The church hall is not a kind space to the singers. Afterwards I heard audience members lamenting the absence of microphones. I could hear well, but I thought most of the singers on stage were straining to overcome the hall’s acoustics. The few scenes staged on the main floor in front of the audience were much clearer, the singers less labored in their projection. This production could benefit greatly from a more sympathetic hall.
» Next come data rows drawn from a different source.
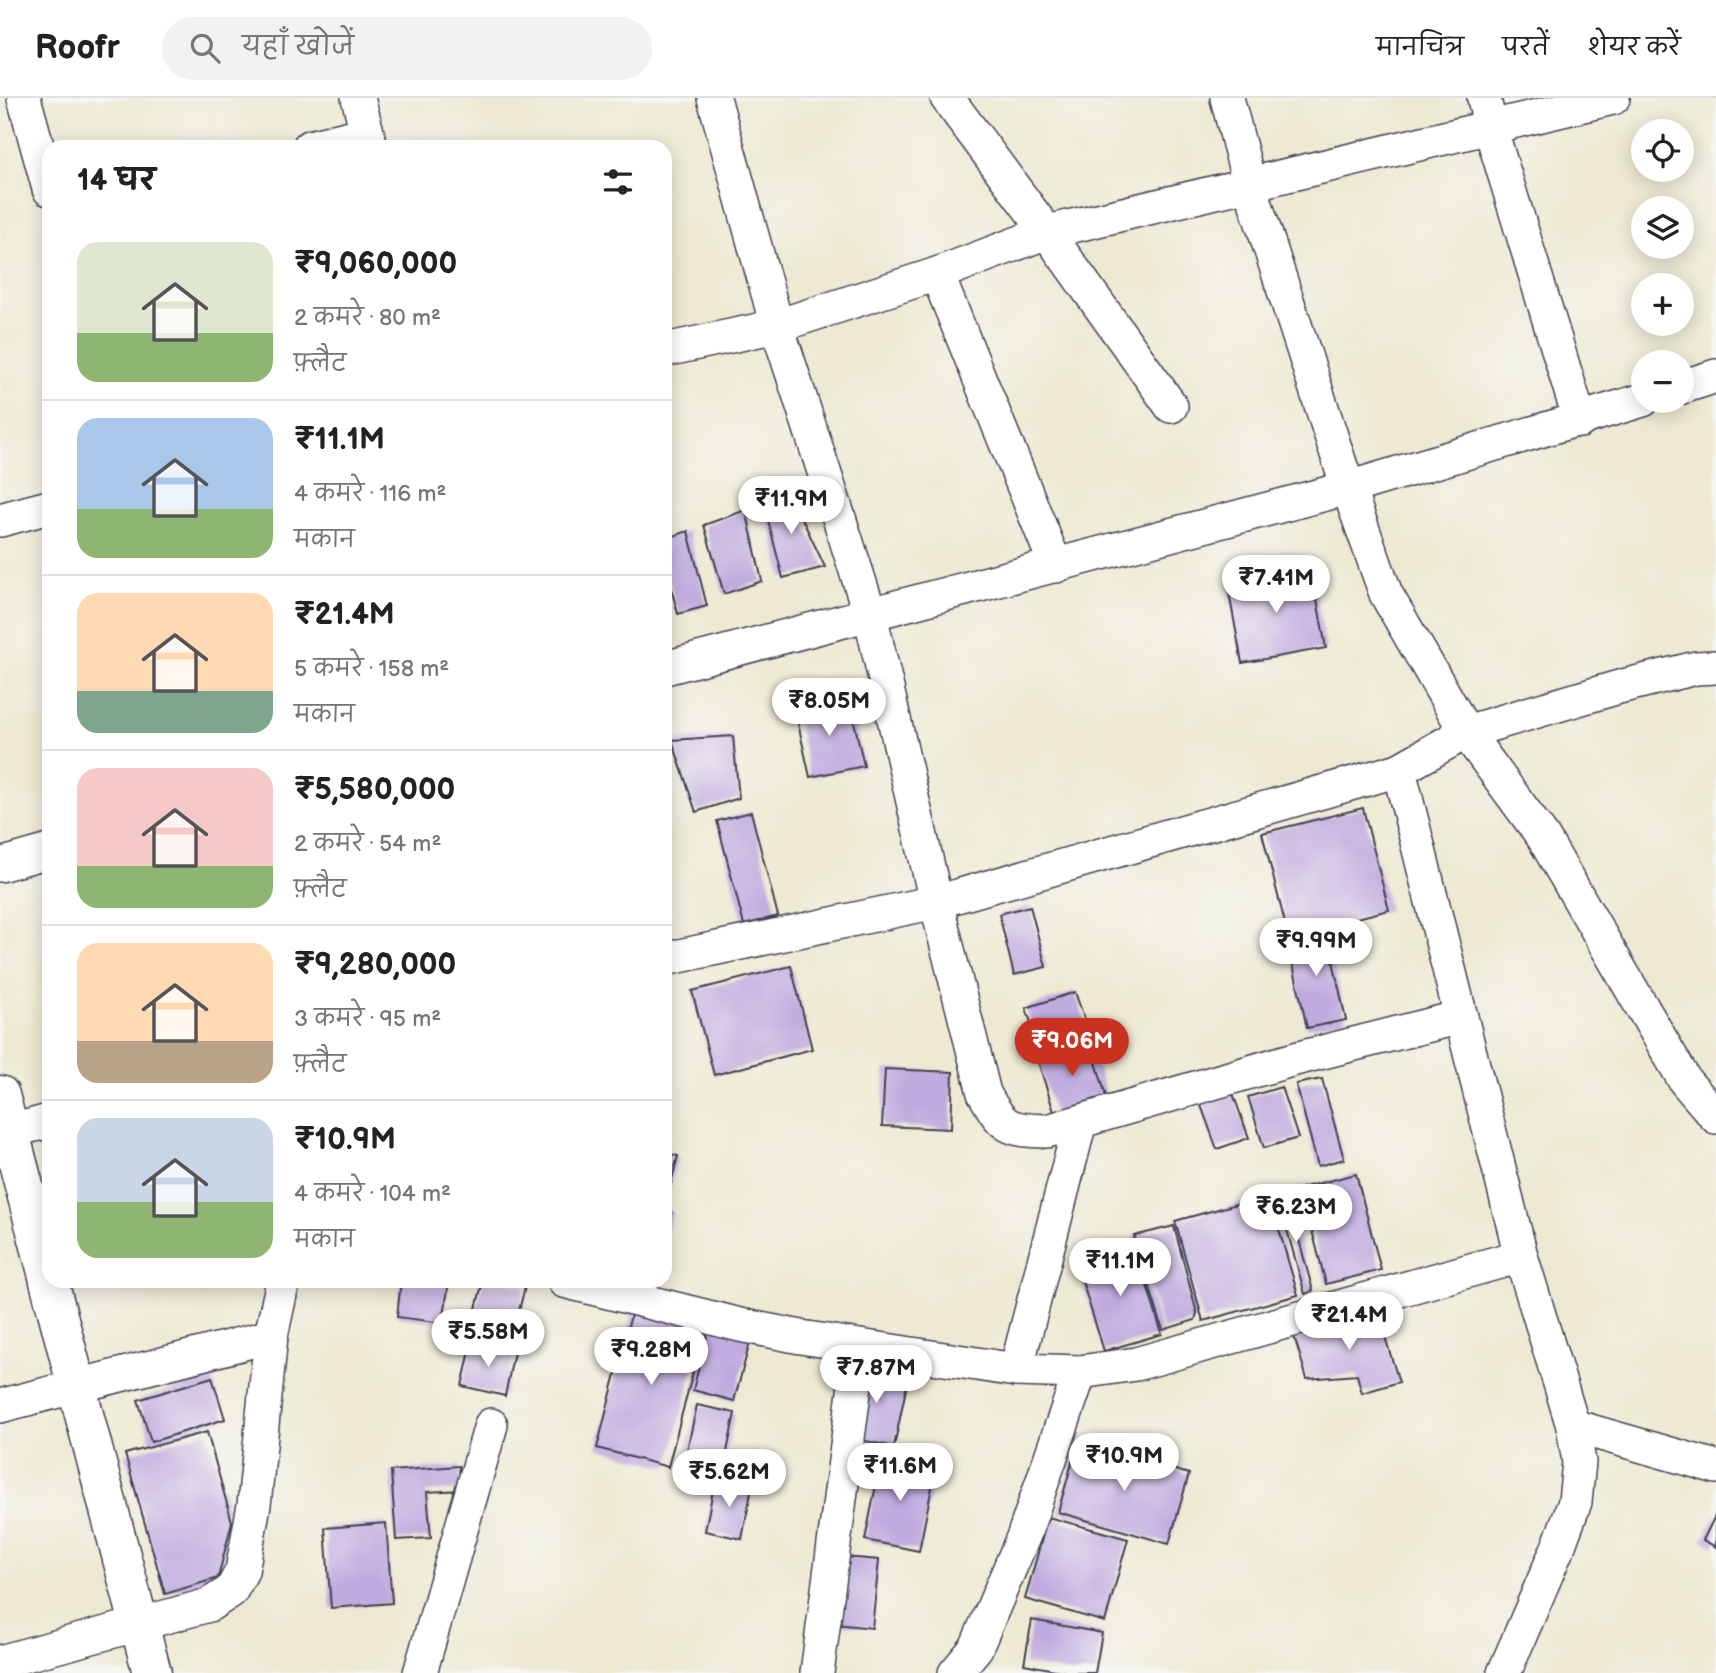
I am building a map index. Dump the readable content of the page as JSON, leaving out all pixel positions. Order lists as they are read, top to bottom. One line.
{"page":{"header":"Roofr","search":"यहाँ खोजें","nav":["मानचित्र","परतें","शेयर करें"],"map_buttons":["+","−"],"heading":"14 घर","list":[{"name":"₹9,060,000","note":"2 कमरे · 80 m² · फ़्लैट"},{"name":"₹11.1M","note":"4 कमरे · 116 m² · मकान"},{"name":"₹21.4M","note":"5 कमरे · 158 m² · मकान"},{"name":"₹5,580,000","note":"2 कमरे · 54 m² · फ़्लैट"},{"name":"₹9,280,000","note":"3 कमरे · 95 m² · फ़्लैट"},{"name":"₹10.9M","note":"4 कमरे · 104 m² · मकान"}],"price":["₹11.9M","₹7.41M","₹8.05M","₹9.99M","₹9.06M","₹6.23M","₹11.1M","₹21.4M","₹5.58M","₹9.28M","₹7.87M","₹10.9M","₹11.6M","₹5.62M"]}}
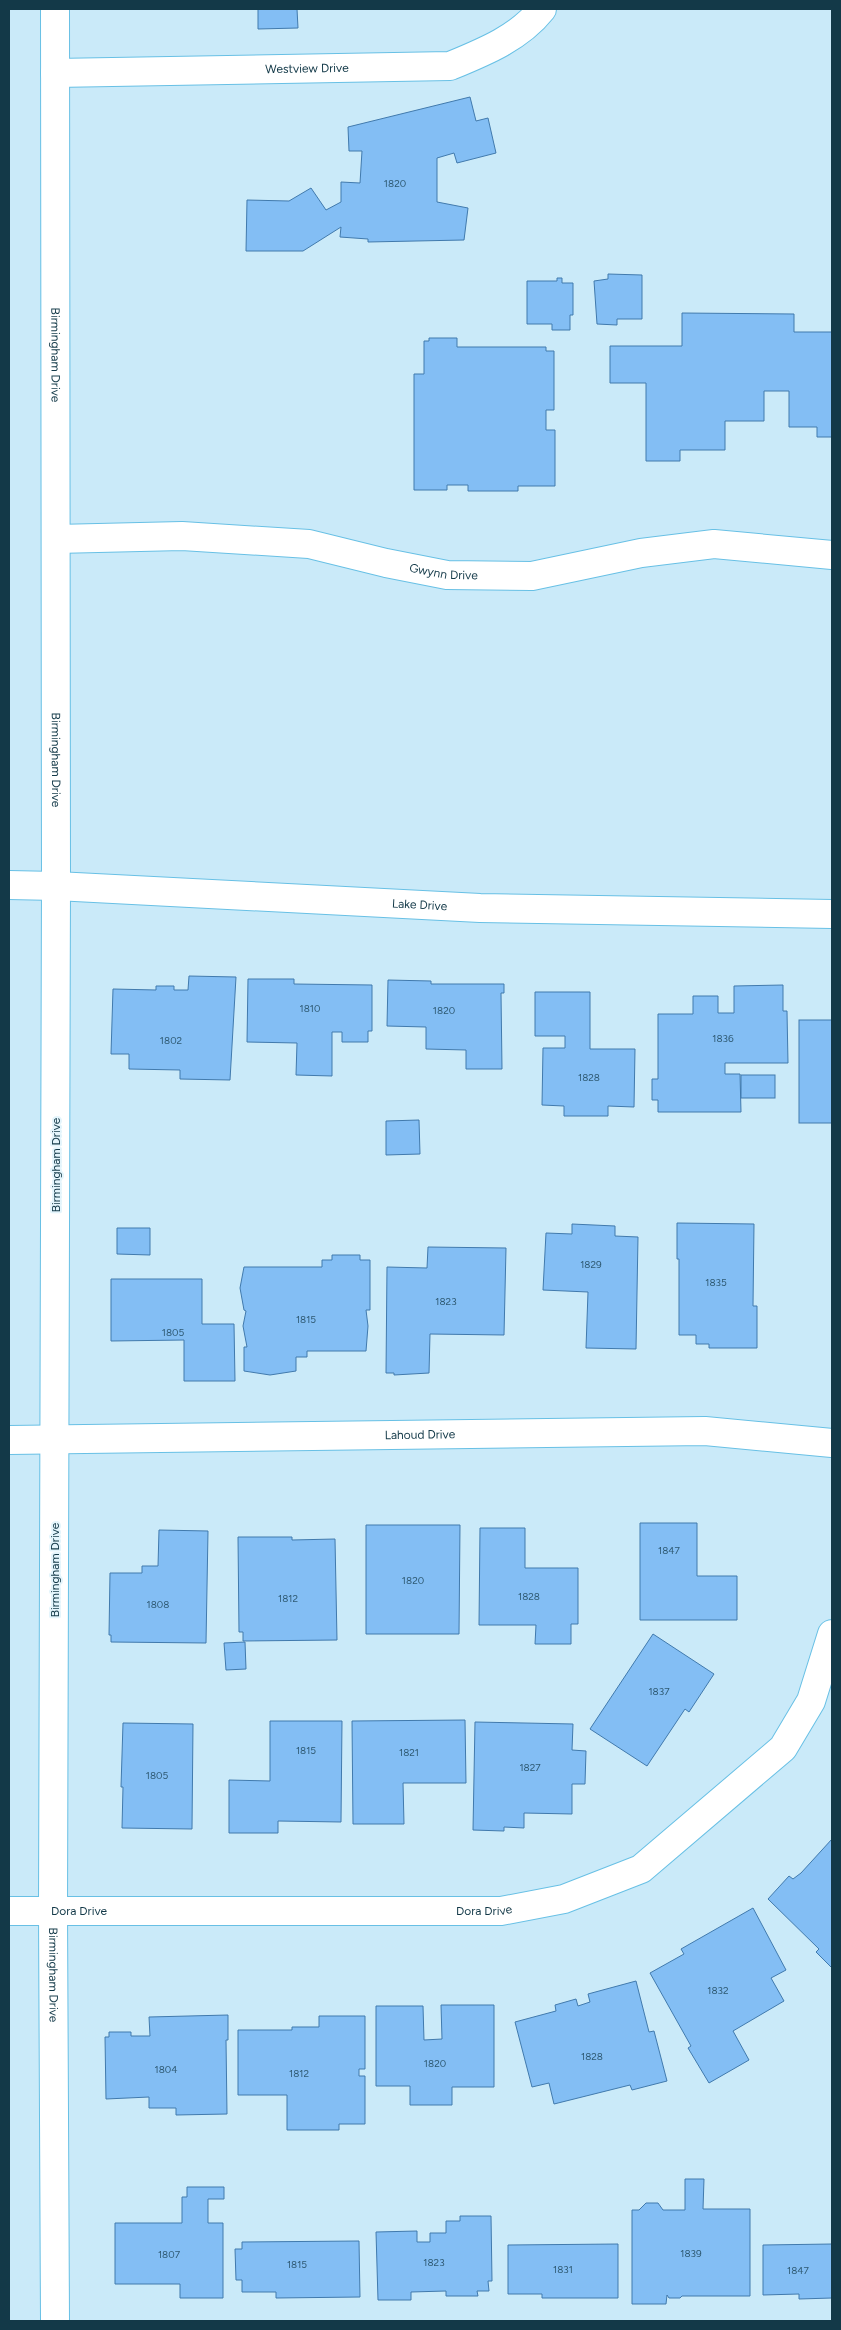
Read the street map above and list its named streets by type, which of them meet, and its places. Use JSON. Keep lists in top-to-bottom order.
{
  "streets": {
    "street": [
      "Westview Drive",
      "Birmingham Drive",
      "Gwynn Drive",
      "Lake Drive",
      "Lahoud Drive",
      "Dora Drive"
    ]
  },
  "crossings": [
    ["Westview Drive", "Birmingham Drive"],
    ["Birmingham Drive", "Gwynn Drive"],
    ["Birmingham Drive", "Lake Drive"],
    ["Birmingham Drive", "Lahoud Drive"],
    ["Birmingham Drive", "Dora Drive"]
  ],
  "house_numbers": [
    "1820",
    "1810",
    "1820",
    "1836",
    "1802",
    "1828",
    "1829",
    "1835",
    "1823",
    "1815",
    "1805",
    "1847",
    "1820",
    "1828",
    "1812",
    "1808",
    "1837",
    "1815",
    "1821",
    "1827",
    "1805",
    "1832",
    "1828",
    "1820",
    "1804",
    "1812",
    "1839",
    "1807",
    "1823",
    "1815",
    "1831",
    "1847"
  ]
}
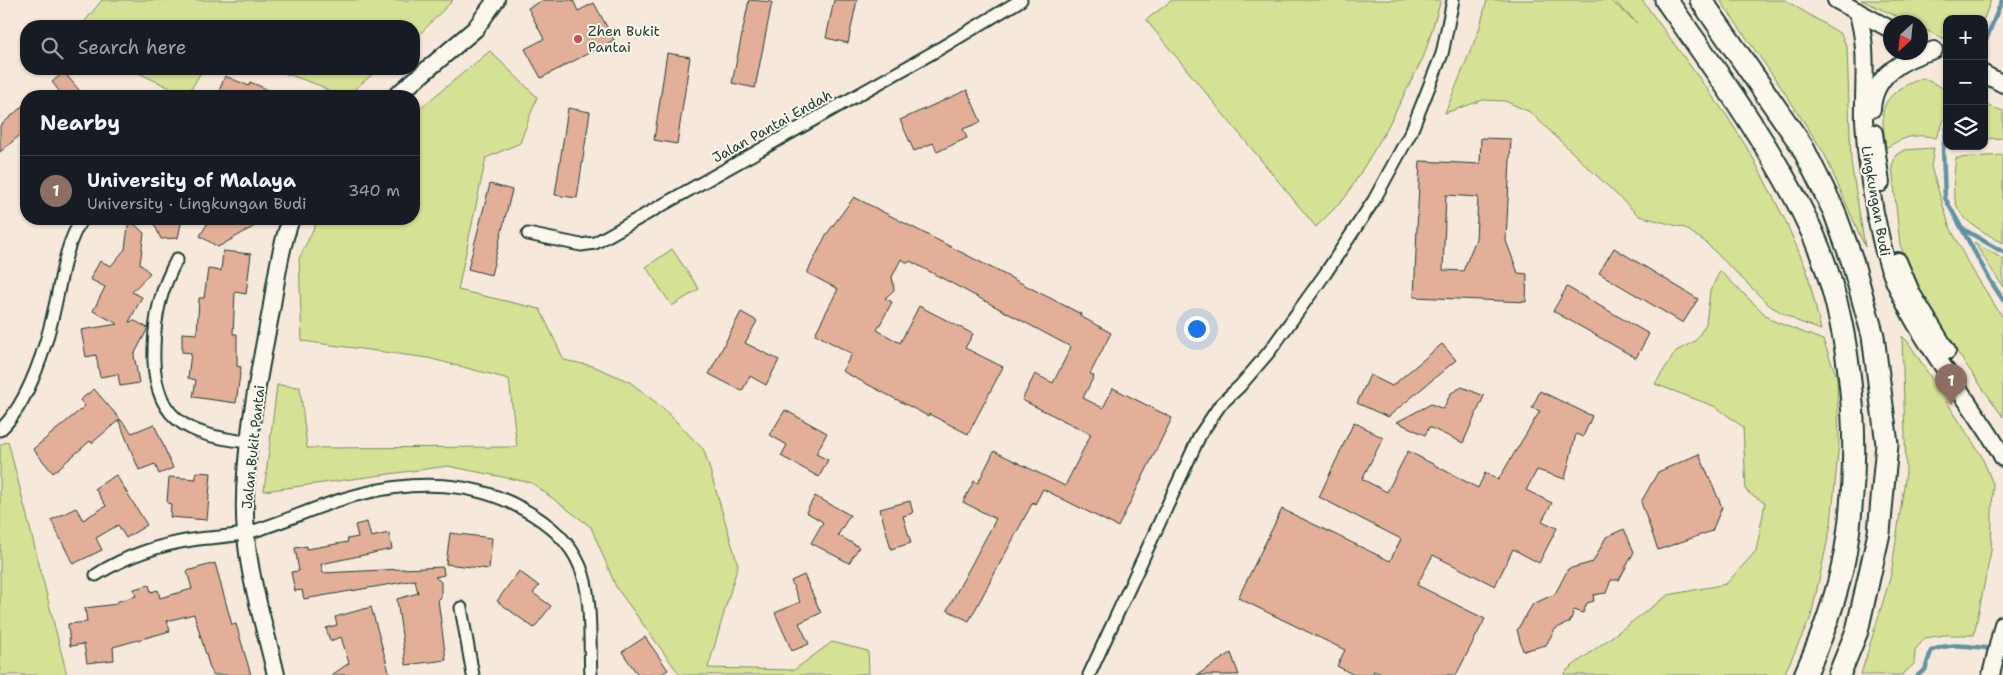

This is the third premiere in Longwood Opera’s twenty-five year history. More power to them: we should all support their daring programming and efforts to keep opera a living art form. Their motto is “Opera for All!” and this production demonstrates how their shoestring budget works. Given two dozen people (more or less) with dedication and commitment, Longwood Opera mounts an opera with professional-caliber singers. True, there is a pianist and synthesizer rather than a full orchestra, and singers do double-duty as stage hands. Scene-changes were longer than if there had been a dedicated staff for this, but the music bridged the shift in stage action quite nicely. The staging is so effective that I forgot the budgetary constraints and multi-tasking performers, finding myself wholly transported inside the story. I do miss the interplay of vocal and orchestra timbres, though, and hope to hear The Picture of Dorian Gray again some day, with full orchestra. Obviously that requires more than two dozen dedicated people to pull off.
Cashman Kerr Prince is trained in Classics and Comparative Literature and is now a Visiting Scholar in the Department of Classical Studies at Wellesley College. He is also a cellist of some accomplishment, currently playing with the Brookline Symphony Orchestra.
I am thinking back to SUSANNAH, also done by Longwood Opera .It, too, was memorable, But would have been even better in a better hall.
WE WILL lok forward to hearing and seeing Jonathan Nussman again.
Having visited OSCAR WILDE’s mother’s salon in DUBLIN, where there is a large photo of the cast of DORIAN GRAY on the wall,His life and work continues to fascinate.